Should I be concerned with such result?
Here is my setup
> sessionInfo()
R version 4.3.2 (2023-10-31)
Platform: x86_64-pc-linux-gnu (64-bit)
Running under: Ubuntu 22.04.3 LTS
Matrix products: default
BLAS: /usr/lib/x86_64-linux-gnu/blas/libblas.so.3.10.0
LAPACK: /usr/lib/x86_64-linux-gnu/lapack/liblapack.so.3.10.0
locale:
[1] LC_CTYPE=pl_PL.UTF-8 LC_NUMERIC=C
[3] LC_TIME=pl_PL.UTF-8 LC_COLLATE=pl_PL.UTF-8
[5] LC_MONETARY=pl_PL.UTF-8 LC_MESSAGES=pl_PL.UTF-8
[7] LC_PAPER=pl_PL.UTF-8 LC_NAME=C
[9] LC_ADDRESS=C LC_TELEPHONE=C
[11] LC_MEASUREMENT=pl_PL.UTF-8 LC_IDENTIFICATION=C
time zone: Europe/Warsaw
tzcode source: system (glibc)
attached base packages:
[1] stats4 stats graphics grDevices utils datasets methods
[8] base
other attached packages:
[1] rtracklayer_1.60.0 GenomicRanges_1.52.0 GenomeInfoDb_1.36.1
[4] IRanges_2.34.1 S4Vectors_0.38.1 BiocGenerics_0.46.0
[7] goseq_1.52.0 geneLenDataBase_1.36.0 BiasedUrn_2.0.10
loaded via a namespace (and not attached):
[1] KEGGREST_1.40.0 SummarizedExperiment_1.30.2
[3] rjson_0.2.21 Biobase_2.60.0
[5] lattice_0.22-5 vctrs_0.6.5
[7] tools_4.3.2 bitops_1.0-7
[9] generics_0.1.3 curl_5.0.1
[11] parallel_4.3.2 tibble_3.2.1
[13] fansi_1.0.6 AnnotationDbi_1.62.2
[15] RSQLite_2.3.1 blob_1.2.4
[17] pkgconfig_2.0.3 Matrix_1.6-5
[19] dbplyr_2.3.3 lifecycle_1.0.4
[21] GenomeInfoDbData_1.2.10 compiler_4.3.2
[23] stringr_1.5.0 Rsamtools_2.16.0
[25] Biostrings_2.68.1 progress_1.2.2
[27] codetools_0.2-19 RCurl_1.98-1.12
[29] yaml_2.3.7 GO.db_3.17.0
[31] pillar_1.9.0 crayon_1.5.2
[33] BiocParallel_1.34.2 DelayedArray_0.26.6
[35] cachem_1.0.8 nlme_3.1-163
[37] tidyselect_1.2.0 digest_0.6.34
[39] stringi_1.7.12 dplyr_1.1.2
[41] restfulr_0.0.15 splines_4.3.2
[43] biomaRt_2.56.1 fastmap_1.1.1
[45] grid_4.3.2 cli_3.6.2
[47] magrittr_2.0.3 S4Arrays_1.0.4
[49] GenomicFeatures_1.52.1 utf8_1.2.4
[51] XML_3.99-0.14 rappdirs_0.3.3
[53] filelock_1.0.2 prettyunits_1.1.1
[55] bit64_4.0.5 XVector_0.40.0
[57] httr_1.4.6 matrixStats_1.0.0
[59] bit_4.0.5 png_0.1-8
[61] hms_1.1.3 memoise_2.0.1
[63] BiocIO_1.10.0 BiocFileCache_2.8.0
[65] mgcv_1.9-1 rlang_1.1.3
[67] glue_1.7.0 DBI_1.1.3
[69] xml2_1.3.5 R6_2.5.1
[71] MatrixGenerics_1.12.2 GenomicAlignments_1.36.0
[73] zlibbioc_1.46.0
Thanks, but the points suggest something like parabola and the plot has standard flat shape after initial rising.
The fact that the points look like a parabola suggests a problem with your data or the model you have fitted.

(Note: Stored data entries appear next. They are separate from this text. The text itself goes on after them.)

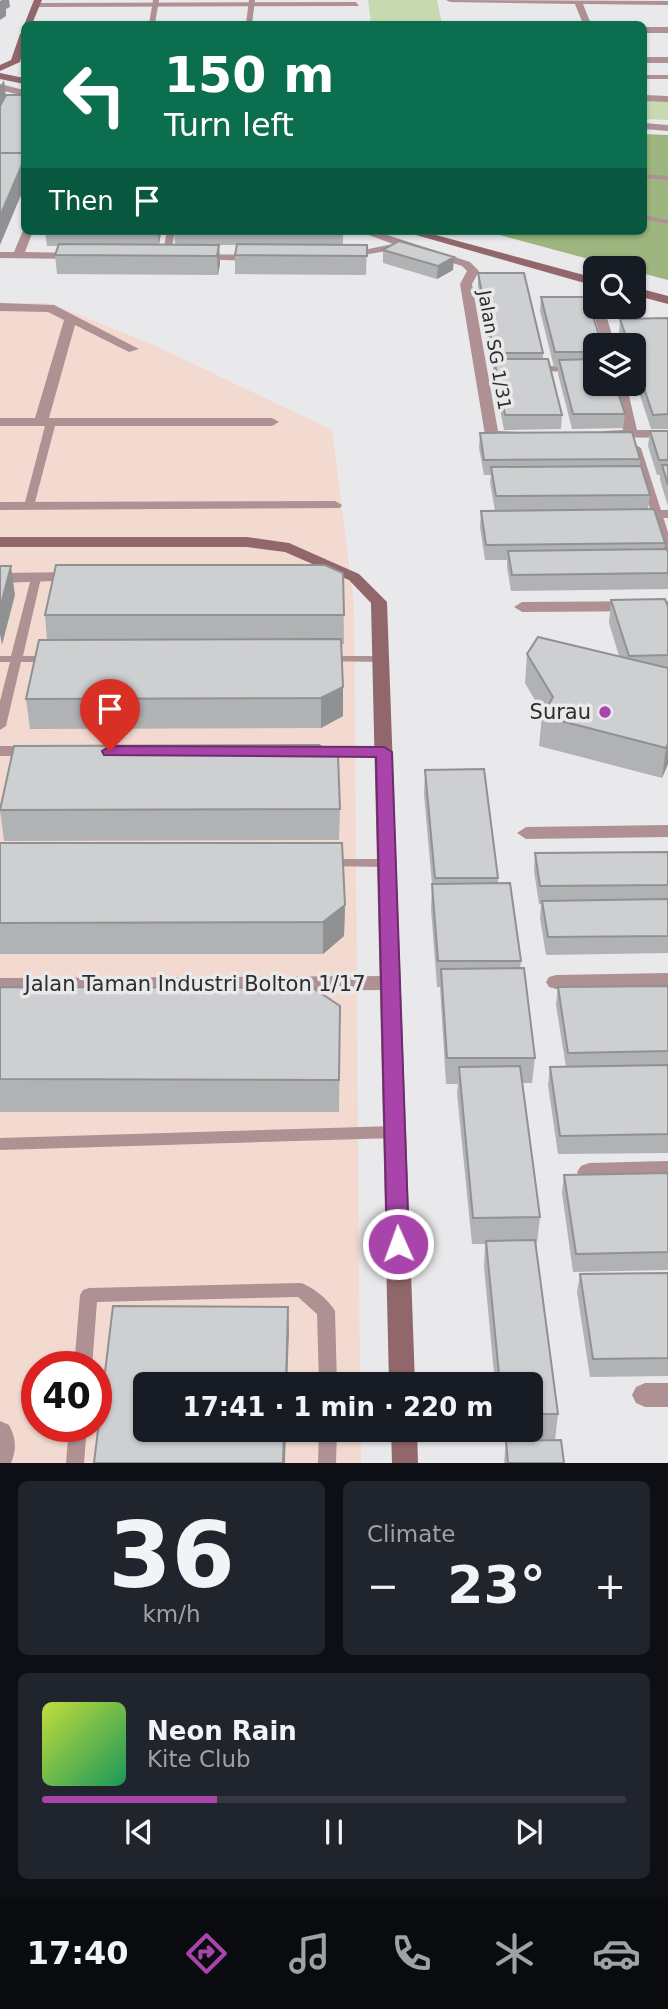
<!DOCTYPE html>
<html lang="en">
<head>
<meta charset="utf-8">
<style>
	body { margin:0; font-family:"DejaVu Sans",sans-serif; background:#20242c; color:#f1f3f6; height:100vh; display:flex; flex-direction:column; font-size:26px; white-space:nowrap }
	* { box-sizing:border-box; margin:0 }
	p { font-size:23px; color:#9ea1a6 }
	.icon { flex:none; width:38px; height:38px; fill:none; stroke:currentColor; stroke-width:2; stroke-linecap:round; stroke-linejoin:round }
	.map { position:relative; height:1463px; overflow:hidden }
	.panel { display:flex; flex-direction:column; gap:18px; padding:18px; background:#0d0f14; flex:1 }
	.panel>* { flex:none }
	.banner { position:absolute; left:21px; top:21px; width:626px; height:214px; border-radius:10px; box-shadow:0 2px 5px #0004; background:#0b6e4f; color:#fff; overflow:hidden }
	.controls { position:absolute; left:583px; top:256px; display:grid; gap:14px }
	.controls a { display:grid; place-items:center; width:63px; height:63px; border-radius:10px; background:#171b24; box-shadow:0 2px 5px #0004; font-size:35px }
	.speed { position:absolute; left:21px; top:1351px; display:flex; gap:14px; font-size:35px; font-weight:700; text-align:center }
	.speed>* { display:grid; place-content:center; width:91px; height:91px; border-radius:50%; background:#171b24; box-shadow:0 2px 5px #0004; line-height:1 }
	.speed .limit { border:10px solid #d22; background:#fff; color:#111 }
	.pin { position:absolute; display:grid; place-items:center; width:60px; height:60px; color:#fff; margin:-72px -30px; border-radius:50% 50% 50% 0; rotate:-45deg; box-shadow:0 0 7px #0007 }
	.pin .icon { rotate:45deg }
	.me { position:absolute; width:77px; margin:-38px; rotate:358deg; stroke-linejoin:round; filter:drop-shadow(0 0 5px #0008) }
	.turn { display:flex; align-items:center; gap:24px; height:147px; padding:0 28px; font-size:32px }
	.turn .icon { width:91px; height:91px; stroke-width:2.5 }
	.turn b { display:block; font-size:49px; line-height:60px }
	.then { display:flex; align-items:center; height:66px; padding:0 28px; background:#0003; gap:14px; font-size:26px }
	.big { font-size:52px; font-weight:800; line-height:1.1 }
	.panel .widget { flex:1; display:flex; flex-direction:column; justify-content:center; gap:10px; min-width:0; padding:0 24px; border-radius:10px; background:#20242c }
	.panel .dial { align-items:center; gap:0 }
	.dial b { font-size:91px; line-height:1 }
	.song { display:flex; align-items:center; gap:21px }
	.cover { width:84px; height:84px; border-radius:10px; background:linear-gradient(135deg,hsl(70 70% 55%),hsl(150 70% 35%)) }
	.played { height:7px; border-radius:4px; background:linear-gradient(90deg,#a844aa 30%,#363941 30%) }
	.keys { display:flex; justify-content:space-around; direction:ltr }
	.heat { display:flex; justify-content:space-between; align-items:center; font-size:38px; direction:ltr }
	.panel .tiles { flex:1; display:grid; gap:18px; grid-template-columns:1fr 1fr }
	.widget:last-child { grid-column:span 2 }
	.trip { position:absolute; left:133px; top:1372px; width:410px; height:70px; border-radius:10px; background:#171b24; box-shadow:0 2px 5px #0004; font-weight:800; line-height:70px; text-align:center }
	.menu { display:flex; height:112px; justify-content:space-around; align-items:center; background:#090b0e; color:#9ea1a6 }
	.menu .icon { width:49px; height:49px }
	.menu .selected { color:#a844aa }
	.menu b { font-size:32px; color:#f1f3f6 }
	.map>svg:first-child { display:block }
</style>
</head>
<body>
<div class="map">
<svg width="668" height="1463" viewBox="0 0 668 1463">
	<rect width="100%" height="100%" fill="#e9e9ec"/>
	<path fill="#f2dad0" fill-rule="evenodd" d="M0,303H50L156,346L332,430L354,603L360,1384H145V1430H361V1463H0ZM37,1367H96V1426H37Z"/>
	<path fill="#c7d9b1" d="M368,0H437L442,24H371Z
		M644,100H668V120L644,119Z"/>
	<path fill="#9db57e" d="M644,134L668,135V280L634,271V268H622L485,231H644Z"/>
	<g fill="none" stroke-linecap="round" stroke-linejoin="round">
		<path fill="#af9194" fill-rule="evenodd" d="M153,0H159L155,24H149Z
			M249,0H255L252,24H246Z
			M644,75H668V79H644Z
			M644,174L668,176V180L644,178Z
			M644,215L668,220V224L644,219Z
			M167,231H175L170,257L166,259L162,257Z
			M534,366H595V372L531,371L529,369Z
			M51,419L56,422L34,506L29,509L25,508L24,506L46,422Z
			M636,445L641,448L668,532V552L663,549L631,448Z
			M36,575L41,578L23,656H49L55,659L49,662H21L6,726L0,730V701L10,662H0V656H11L31,578Z
			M326,656H381L387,659L381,662L322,661L320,659Z
			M326,859H387L394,863L387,867L321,866L319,863L321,860Z
			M395,1126L401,1128L403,1132L401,1136L395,1138L0,1150V1138Z
			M301,1283C313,1287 329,1300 335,1311L337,1384H319L317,1314L298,1297L97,1302L92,1367H74L80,1295L83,1290L89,1288Z
			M69,1426H87L84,1463H66Z
			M319,1430H337L336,1463H318Z"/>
		<path fill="#af9194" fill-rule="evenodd" d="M446,0L668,1V5L583,4L591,24H583L575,4L450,2Z
			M356,2L359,6L36,7L32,5L36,3Z
			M644,27H668V33H644Z
			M644,57H668V63H644Z
			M0,84L24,90V96L0,90Z
			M644,95L668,96V102L644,101Z
			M644,123L668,125V131L644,129Z
			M24,228V231H33L25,252L77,253L83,256L77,259L0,258V252H14Z
			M358,231H375L470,262L479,271L472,284L498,431L519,432V438L492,439L485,435L460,284L467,271L462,266L405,248L339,259V255L393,244Z
			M196,254L259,255L265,258L259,261L192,259V255Z
			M0,303L54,305L139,349L129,352L75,325L49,418H272L279,422L272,426H0V418H35L64,320L48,312L0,311Z
			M601,314L607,318L615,345H603L595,318Z
			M613,383H626L637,430H668V438L604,437V431L623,430Z
			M335,501L342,505L340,508L0,510V502Z
			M634,510H668V518L629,517L627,514Z
			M77,572L82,574L85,577L82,580L0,583V573Z
			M668,601V611L522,612L514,607L522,602Z
			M0,746H35L44,751L35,756H0Z
			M308,746L384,747L393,752L384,757L302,755L299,751L302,747Z
			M668,825V837L526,839L517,833L526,827Z
			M668,973V987L556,989L549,987L546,982L549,977L556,975Z
			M391,976L398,978L401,983L398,988L391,990L0,992V978Z
			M668,1161V1179L589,1181L581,1178L577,1172L581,1166L589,1163Z
			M645,1383H668V1407H645L636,1403L632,1395L636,1387Z
			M0,1421L9,1425C16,1438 17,1449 11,1463H0Z"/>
		<path fill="#91676b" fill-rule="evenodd" d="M34,0H42L32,24L24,25Z
			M24,31V46L20,62L0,71V65L11,60L20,34Z
			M0,73L24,78V84L0,79Z
			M402,231H421L595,278V286Z
			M634,287L668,296V304L634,295Z
			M0,537H247L289,543L359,574L387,602L415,1384H389L371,603L349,580L285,552L247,547H0Z
			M391,1430H417L418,1463H392Z"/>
	</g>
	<path fill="#b1b2b4" d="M45,231H161L159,244L175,245L174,231H343V245H367L366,275L235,274V255L236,245H219L220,264L218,275L57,274L55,255L58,246H47Z
		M383,250L453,270L437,279L383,263Z
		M478,273L543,353V359L562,415L561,429L504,430L493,373V365L478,287Z
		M541,297L595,345V383L625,414L623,428L572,429L558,374V367H554L540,311Z
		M668,318V429H651L634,377V345H623L619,332L620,319Z
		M650,431H668V506L660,480V475H657L648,446Z
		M480,433L640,459V466L650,495L648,510L665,543L664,549L668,553V589L511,591L507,567V560H485L480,527L481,511H495L490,482L491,475H484L479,448Z
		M343,573L344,644H341L343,716L321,728L30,729L26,699L47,640L45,615Z
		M611,600L668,607V764L662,778L539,746L542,716L543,714L525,683L527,654L619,656L609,623Z
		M425,770L498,878V883L521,961L520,969L535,1058L532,1083H522L540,1217L537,1243H535L558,1414L555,1440H501L500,1430H530V1384H495L484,1267L485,1244H472L457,1093L458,1084H446L440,987H437L431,909L432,884L424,794Z
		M340,809L339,840L4,841L0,810Z
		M0,843L345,905L344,936L323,954H0Z
		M668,852V953L546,955L540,918L541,904H539L534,871L535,853Z
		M668,986V1153L558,1154L548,1085L550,1067H566L556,1005L558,987Z
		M0,987L340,1006L339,1112H0Z
		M668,1173V1270L573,1272L562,1193L564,1175Z
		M668,1273V1376L590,1377L577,1292L580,1274Z
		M506,1441L564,1463H504Z"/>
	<path fill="#909192" d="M2,0H9L10,7L6,9V16L0,20V1Z
		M4,80L6,96L0,107V87Z
		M24,160V188L0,245V216Z
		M158,231H161V233L159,245Z
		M219,245L220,264L218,275L217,256Z
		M454,257L453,270L437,279L438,266Z
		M11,566L15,595L2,645L0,634V608Z
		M343,687V716L321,728V698Z
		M668,743V764L662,778L666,748Z
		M345,905L344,936L323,954V922Z
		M288,1307L289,1332L287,1384H286Z
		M284,1430H286L285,1463H283Z"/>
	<path fill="#cecfd1" stroke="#909192" stroke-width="2" d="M6,95H24V153H0V106Z
		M0,153H24V160L0,216Z
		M399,241L454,257L438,266L383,250Z
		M59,244L219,245L217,256L55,255Z
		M237,244L367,245V256L235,255Z
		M478,273H524L543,353H494Z
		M541,297H587L602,345H595V352H555Z
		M668,318V414L653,415L634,358V345H629L620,319Z
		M494,359H548L562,415H505Z
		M595,359V383H615L625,414H573L559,360Z
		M650,431H668V460H659Z
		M632,432L640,459L484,460L480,433Z
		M662,465H668V485Z
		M641,466L650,495L496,496L491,467Z
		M654,509L665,543L486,545L481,511Z
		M667,549L668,553V573L512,575L508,551Z
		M56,565H325L343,573L344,615H45Z
		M0,566H11L0,608Z
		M665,599L668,607V655L629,656L611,600Z
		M538,637L668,668V743L666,748L542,716L553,697L527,654Z
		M341,639L343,687L321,698L26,699L39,640Z
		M319,745L338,756L340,809L0,810L14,746Z
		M484,769L498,878H435L425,770Z
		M0,843H342L345,905L323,922L0,923Z
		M668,852V885L540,886L535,853Z
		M510,883L521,961H438L432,884Z
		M668,899V936L548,937L542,901Z
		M524,968L535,1058H447L441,969Z
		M668,986V1051L568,1053L558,987Z
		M0,987L313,988L340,1006L339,1080L0,1079Z
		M668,1065V1134L560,1136L550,1067Z
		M520,1066L540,1217L473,1218L459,1067Z
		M668,1173V1252L576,1254L564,1175Z
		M535,1240L558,1414H530V1384H500L486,1241Z
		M668,1273V1358L593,1359L580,1274Z
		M113,1306L288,1307L286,1384H145V1430H284L283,1463H94Z
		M561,1440L564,1463H508L506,1441Z"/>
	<path fill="#a844aa" stroke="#6d2c6e" stroke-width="2" d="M110,746L384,747L392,752L409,1244L406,1251L398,1253L391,1251L387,1244L376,757L104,755L102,751Z"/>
	<circle fill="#a844aa" stroke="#e9e9ec" stroke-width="2.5" cx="605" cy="712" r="7"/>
	<g text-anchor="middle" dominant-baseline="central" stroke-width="7" stroke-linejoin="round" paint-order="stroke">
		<g font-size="18" fill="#2d2d2e" stroke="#e9e9ec">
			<text transform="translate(495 350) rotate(80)">Jalan SG 1/31</text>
		</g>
		<g font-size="21" fill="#2d2d2e" stroke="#e9e9ec" text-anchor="end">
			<text x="591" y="712">Surau</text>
		</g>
		<g font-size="21" fill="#2d2d2e" stroke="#e9e9ec">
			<text x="195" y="984">Jalan Taman Industri Bolton 1/17</text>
		</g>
	</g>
</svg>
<div class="controls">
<a><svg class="icon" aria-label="search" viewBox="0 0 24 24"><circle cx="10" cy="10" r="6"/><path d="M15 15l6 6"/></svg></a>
<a><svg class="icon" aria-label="layers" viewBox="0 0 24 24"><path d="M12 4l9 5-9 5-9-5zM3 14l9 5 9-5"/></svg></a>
</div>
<div class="speed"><div class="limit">40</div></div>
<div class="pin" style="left:110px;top:751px;background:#d93025"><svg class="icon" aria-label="arrive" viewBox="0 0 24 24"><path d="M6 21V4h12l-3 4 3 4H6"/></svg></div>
<svg class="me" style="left:398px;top:1244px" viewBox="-20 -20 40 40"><circle r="17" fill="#a844aa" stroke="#fff" stroke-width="3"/><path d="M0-11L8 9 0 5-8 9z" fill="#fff"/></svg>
<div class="trip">17:41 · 1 min · 220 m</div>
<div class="banner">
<div class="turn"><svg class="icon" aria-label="left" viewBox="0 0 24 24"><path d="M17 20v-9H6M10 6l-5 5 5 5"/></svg><div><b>150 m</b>Turn left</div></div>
<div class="then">Then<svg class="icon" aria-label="arrive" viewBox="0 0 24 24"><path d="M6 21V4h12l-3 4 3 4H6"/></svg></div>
</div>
</div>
<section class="panel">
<div class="tiles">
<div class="widget dial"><b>36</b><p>km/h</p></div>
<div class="widget"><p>Climate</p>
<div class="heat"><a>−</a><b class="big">23°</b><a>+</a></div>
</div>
<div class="widget">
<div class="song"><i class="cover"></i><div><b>Neon Rain</b><p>Kite Club</p></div></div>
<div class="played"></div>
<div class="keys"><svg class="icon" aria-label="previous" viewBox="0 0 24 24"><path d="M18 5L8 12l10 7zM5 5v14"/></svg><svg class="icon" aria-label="pause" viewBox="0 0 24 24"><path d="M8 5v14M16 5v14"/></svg><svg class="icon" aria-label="next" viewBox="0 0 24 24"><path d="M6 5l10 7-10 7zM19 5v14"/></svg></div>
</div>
</div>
</section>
<nav class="menu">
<b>17:40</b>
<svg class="icon selected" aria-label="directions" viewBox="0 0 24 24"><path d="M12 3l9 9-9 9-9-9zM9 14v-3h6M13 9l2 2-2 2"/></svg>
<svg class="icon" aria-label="music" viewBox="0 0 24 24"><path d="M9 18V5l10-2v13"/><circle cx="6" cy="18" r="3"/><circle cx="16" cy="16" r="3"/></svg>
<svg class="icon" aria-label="phone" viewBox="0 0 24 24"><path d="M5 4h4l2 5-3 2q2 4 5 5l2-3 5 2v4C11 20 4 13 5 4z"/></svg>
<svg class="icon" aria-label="climate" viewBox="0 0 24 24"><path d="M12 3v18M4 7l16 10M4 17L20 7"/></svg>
<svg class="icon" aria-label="car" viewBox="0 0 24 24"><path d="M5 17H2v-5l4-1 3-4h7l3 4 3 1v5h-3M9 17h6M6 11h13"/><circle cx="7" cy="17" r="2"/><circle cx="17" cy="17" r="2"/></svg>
</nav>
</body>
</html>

It is not a problem caused by goseq.
goseq always fits monotonic increasing curves because that is the only shape of curve that can be caused by gene-length bias. In this case, the fitted curve that you see is the best possible monotonic curve compatible with your data. goseq does not fit parabolic curves because it is scientifically impossible for such a curve to arise from gene-length bias. The principles of goseq are explained in the documentation and published paper.
Thank you, I'm happy that this is only test data.